• _Recorded data_:
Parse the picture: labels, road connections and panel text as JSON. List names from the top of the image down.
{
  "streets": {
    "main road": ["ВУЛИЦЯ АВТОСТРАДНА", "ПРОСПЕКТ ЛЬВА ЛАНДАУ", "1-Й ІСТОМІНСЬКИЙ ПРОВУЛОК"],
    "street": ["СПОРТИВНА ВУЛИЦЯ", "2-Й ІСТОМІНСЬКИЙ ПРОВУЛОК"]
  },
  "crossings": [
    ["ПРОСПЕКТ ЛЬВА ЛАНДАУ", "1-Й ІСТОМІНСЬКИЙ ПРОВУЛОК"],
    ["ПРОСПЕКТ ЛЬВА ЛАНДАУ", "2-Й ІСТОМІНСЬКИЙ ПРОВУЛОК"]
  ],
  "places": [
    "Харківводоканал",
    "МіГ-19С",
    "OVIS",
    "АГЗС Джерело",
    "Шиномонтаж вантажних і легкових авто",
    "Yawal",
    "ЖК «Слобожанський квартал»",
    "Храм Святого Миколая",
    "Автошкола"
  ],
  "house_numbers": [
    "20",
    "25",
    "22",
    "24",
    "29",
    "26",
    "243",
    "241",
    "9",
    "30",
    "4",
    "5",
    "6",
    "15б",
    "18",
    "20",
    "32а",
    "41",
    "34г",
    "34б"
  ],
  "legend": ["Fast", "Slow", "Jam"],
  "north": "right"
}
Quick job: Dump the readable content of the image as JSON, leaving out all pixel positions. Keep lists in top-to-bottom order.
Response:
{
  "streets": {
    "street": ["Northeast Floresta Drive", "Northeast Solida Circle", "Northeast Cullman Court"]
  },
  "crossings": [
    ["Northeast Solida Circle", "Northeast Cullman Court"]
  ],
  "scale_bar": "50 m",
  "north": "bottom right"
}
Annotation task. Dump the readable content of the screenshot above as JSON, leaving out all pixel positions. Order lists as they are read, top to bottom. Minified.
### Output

• _Work required_:
In the records above, retype exactly the lines from the one with "Quick job: Dump" through the last one.

• _Exercise answer_:
Quick job: Dump the readable content of the image as JSON, leaving out all pixel positions. Keep lists in top-to-bottom order.
Response:
{
  "streets": {
    "street": ["Northeast Floresta Drive", "Northeast Solida Circle", "Northeast Cullman Court"]
  },
  "crossings": [
    ["Northeast Solida Circle", "Northeast Cullman Court"]
  ],
  "scale_bar": "50 m",
  "north": "bottom right"
}
Annotation task. Dump the readable content of the screenshot above as JSON, leaving out all pixel positions. Order lists as they are read, top to bottom. Minified.
### Output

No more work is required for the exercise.